Sara Kumsal'ın bu dediklerine göz devirip derin bir nefes aldı, ardından televizyon kumandasını ona uzattı.
"Kanalı sen seçebilirsin, umrumda değil." dedi omuz silkerek.
Kumsal şaşkın bir şekilde kumandayı alıp televizyonu kapattı sonra ise gözlerini Sara'ya çevirdi."Her saniye kafanın içinde kaç tane elektriksel işlem yapıldığının farkında mısın acaba ?"
Sara Kumsal'ın bu dediğine güldü ve oturduğu zeminden kalkıp, yatağın üstüne yerleşti.
"Benim hikâyem daha iyi. Seyrettiğin zaman seni öldüren video kasetini duydun mu?" diye sordu.

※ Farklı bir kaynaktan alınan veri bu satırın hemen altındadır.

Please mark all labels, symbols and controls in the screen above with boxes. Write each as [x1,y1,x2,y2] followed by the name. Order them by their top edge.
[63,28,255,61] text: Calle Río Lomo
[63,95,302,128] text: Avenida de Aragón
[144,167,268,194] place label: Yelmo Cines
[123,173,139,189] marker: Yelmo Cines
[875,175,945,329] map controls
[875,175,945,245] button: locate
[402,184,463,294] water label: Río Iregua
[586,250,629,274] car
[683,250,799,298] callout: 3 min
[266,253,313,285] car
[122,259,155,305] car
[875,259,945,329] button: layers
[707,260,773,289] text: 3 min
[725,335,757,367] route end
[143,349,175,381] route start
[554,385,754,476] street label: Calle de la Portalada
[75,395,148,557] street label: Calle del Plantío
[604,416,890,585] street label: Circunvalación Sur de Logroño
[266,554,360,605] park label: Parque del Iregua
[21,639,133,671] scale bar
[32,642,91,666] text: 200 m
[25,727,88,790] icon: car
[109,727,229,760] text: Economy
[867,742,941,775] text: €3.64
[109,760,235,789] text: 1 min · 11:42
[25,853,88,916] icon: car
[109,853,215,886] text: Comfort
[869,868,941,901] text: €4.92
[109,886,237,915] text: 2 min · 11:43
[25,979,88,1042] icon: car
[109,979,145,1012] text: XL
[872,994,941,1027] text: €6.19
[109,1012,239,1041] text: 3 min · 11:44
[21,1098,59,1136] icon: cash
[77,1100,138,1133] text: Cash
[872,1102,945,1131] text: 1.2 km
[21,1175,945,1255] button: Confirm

Kumsal oturduğu yerde dikleşti.
"Nasıl bir kasetmiş bu?"Omuz silkti "Basit sıradan bir kaset,herkesin seyrettiğinden. Kaseti takıyor başkasının kabusunu seyrediyorsun ve aniden bir kadın görünüyor. Sana doğru gülümsüyor, seni seyrediyor, camdan bakıyor. Kaset biter bitmez ise telefonun çalıyor. Biri kaseti seyrettiğini biliyor, ve telefonda ki ses sana şunu söylüyor '7 gün içinde öleceksin.' ardından 7 gün sonra ölüyorsun."
korkulu gözlerle dinledi Kumsal Sara'yı.
"Sana bunu kim anlattı?""Okuldan bir arkada-"
"Kim anlattı dedim!" diyerek sesini yükseltti Kumsal.
"Senin derdin ne?"
"Kaseti seyrettim!"
Sara gözlerini devirdi.
"Bu bir hikâye Kumsal.""Hayır değil, Arda ile hafta sonu seyrettik onu."
"Ailenle olduğunu sanıyordum?"
"Sana söylemek istemiştim."
"Hafta sonu Arda'nın yanında mıydın?"
"Dağların tepesinde bir arkadaşının yeri vardı,bir futbol maçını kaydetmeye çalışıyorlardı. Sanırım kayıt cihazı çok kötüydü-"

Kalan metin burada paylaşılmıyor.